Problem: Whenever "Rodin" appears in a line, please copy that line from the data.

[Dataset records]
........
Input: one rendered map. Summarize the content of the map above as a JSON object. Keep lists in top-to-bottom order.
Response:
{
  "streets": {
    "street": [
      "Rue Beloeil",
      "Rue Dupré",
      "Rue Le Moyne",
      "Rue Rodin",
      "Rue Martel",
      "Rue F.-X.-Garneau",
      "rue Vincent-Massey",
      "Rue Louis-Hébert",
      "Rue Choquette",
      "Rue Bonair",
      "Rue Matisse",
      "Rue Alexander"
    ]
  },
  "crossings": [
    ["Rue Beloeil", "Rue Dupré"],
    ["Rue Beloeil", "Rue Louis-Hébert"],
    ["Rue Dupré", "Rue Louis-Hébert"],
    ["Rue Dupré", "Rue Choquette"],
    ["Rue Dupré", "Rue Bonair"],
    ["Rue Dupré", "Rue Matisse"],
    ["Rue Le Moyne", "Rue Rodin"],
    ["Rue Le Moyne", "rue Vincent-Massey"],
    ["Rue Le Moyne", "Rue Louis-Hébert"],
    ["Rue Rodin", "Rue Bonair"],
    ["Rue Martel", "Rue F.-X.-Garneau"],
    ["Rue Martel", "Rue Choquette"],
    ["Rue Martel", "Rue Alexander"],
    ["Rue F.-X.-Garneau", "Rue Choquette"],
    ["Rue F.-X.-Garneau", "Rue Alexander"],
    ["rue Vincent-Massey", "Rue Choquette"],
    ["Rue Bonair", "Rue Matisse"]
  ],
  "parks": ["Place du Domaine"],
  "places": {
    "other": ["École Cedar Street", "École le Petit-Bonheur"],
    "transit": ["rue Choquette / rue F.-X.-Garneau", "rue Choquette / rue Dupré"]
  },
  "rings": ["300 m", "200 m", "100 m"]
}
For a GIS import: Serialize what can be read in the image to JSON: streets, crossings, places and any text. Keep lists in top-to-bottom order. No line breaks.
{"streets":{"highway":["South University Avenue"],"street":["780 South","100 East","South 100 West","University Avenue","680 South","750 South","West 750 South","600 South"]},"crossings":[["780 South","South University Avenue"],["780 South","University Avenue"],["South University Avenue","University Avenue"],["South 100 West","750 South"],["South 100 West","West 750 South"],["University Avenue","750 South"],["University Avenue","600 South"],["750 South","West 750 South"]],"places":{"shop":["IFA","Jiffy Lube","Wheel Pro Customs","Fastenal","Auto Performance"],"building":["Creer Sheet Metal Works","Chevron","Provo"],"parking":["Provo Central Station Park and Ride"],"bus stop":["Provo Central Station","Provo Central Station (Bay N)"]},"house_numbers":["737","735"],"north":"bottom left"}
........
Output of the exercise:
      "Rue Rodin",
    ["Rue Le Moyne", "Rue Rodin"],
    ["Rue Rodin", "Rue Bonair"],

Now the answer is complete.